Work required -
Report each line of the data that has "white" somewhere in it.

★ ★ ★ ★ ★ ★ ★

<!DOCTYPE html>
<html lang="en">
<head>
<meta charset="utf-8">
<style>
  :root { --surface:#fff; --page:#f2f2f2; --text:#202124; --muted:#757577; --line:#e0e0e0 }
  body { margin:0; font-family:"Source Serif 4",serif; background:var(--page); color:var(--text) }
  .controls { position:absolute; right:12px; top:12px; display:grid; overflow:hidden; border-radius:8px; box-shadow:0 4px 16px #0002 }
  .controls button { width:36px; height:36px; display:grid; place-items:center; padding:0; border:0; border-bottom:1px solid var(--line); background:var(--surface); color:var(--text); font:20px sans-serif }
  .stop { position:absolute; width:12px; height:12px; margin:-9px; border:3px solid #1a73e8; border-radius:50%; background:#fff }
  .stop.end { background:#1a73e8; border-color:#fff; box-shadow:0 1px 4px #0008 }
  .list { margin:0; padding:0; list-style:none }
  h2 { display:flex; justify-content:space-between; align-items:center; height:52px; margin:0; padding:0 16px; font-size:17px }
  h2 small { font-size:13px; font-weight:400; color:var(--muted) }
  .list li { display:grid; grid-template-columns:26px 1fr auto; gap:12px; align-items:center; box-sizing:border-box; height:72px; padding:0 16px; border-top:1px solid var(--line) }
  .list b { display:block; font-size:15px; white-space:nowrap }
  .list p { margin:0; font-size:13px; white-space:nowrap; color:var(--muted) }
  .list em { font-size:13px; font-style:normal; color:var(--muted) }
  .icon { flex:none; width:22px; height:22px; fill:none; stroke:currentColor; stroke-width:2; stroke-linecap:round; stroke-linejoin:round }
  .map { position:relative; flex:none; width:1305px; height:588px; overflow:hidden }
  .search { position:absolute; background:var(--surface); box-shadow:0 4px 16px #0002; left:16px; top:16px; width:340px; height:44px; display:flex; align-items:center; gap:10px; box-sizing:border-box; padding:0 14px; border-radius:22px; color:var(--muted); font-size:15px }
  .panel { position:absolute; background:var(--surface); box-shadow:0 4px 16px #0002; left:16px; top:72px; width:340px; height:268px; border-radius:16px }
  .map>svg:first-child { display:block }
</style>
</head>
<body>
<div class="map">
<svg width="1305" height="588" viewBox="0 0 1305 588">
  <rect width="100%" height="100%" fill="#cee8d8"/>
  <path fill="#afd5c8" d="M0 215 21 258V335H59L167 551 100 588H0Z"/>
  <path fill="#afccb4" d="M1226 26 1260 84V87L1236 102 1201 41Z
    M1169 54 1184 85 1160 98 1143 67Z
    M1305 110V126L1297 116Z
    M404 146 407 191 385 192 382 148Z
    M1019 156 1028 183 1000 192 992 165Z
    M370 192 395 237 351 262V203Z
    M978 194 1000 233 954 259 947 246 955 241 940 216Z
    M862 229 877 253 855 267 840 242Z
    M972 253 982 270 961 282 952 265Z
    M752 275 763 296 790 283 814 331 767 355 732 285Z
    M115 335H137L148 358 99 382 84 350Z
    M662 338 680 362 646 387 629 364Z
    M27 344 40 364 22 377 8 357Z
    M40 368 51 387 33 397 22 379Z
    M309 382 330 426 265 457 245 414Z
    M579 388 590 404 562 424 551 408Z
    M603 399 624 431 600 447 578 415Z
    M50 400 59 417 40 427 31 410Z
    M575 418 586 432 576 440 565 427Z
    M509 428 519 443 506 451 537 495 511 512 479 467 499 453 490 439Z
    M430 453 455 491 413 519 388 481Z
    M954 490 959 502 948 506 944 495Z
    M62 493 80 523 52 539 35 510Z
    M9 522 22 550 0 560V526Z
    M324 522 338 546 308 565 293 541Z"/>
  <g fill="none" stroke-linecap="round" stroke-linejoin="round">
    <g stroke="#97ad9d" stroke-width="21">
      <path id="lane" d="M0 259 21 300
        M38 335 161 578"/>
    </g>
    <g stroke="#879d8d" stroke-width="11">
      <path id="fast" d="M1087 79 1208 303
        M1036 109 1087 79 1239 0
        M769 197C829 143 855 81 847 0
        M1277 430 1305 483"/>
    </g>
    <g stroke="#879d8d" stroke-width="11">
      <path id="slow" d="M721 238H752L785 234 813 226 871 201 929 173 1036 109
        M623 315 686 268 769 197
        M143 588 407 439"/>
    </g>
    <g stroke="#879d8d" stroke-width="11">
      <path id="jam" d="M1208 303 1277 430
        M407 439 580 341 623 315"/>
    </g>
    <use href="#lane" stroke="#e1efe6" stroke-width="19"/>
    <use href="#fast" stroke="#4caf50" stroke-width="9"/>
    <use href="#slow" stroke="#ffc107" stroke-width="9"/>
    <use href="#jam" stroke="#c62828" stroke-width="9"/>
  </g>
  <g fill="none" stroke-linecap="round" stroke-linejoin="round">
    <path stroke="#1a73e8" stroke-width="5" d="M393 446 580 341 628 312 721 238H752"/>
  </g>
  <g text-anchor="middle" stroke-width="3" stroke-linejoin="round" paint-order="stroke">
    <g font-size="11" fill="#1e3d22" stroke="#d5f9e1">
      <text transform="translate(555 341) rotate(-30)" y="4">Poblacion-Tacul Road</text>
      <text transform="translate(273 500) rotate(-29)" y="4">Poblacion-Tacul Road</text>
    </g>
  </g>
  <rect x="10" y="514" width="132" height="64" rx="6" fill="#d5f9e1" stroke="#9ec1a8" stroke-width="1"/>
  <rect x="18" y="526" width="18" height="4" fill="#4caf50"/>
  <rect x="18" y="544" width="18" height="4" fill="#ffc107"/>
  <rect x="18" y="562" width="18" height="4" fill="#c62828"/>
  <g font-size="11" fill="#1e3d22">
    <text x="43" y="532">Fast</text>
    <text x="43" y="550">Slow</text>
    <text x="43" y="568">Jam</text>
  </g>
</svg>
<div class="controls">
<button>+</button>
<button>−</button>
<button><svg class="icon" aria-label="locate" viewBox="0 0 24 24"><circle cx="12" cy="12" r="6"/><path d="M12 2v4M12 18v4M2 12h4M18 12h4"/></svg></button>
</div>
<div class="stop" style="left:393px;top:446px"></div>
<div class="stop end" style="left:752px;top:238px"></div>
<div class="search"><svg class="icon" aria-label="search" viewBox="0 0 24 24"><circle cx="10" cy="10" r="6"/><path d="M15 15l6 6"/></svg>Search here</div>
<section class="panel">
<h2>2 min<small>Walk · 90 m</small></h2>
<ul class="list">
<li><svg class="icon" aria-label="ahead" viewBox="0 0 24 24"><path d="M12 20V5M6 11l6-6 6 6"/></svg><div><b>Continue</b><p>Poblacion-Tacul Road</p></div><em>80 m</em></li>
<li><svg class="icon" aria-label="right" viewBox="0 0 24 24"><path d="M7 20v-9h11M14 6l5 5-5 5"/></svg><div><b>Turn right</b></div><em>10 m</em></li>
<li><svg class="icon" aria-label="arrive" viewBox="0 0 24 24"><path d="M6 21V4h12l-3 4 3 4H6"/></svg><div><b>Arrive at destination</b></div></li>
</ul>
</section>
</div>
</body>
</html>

★ ★ ★ ★ ★ ★ ★

Exercise response -
  .list b { display:block; font-size:15px; white-space:nowrap }
  .list p { margin:0; font-size:13px; white-space:nowrap; color:var(--muted) }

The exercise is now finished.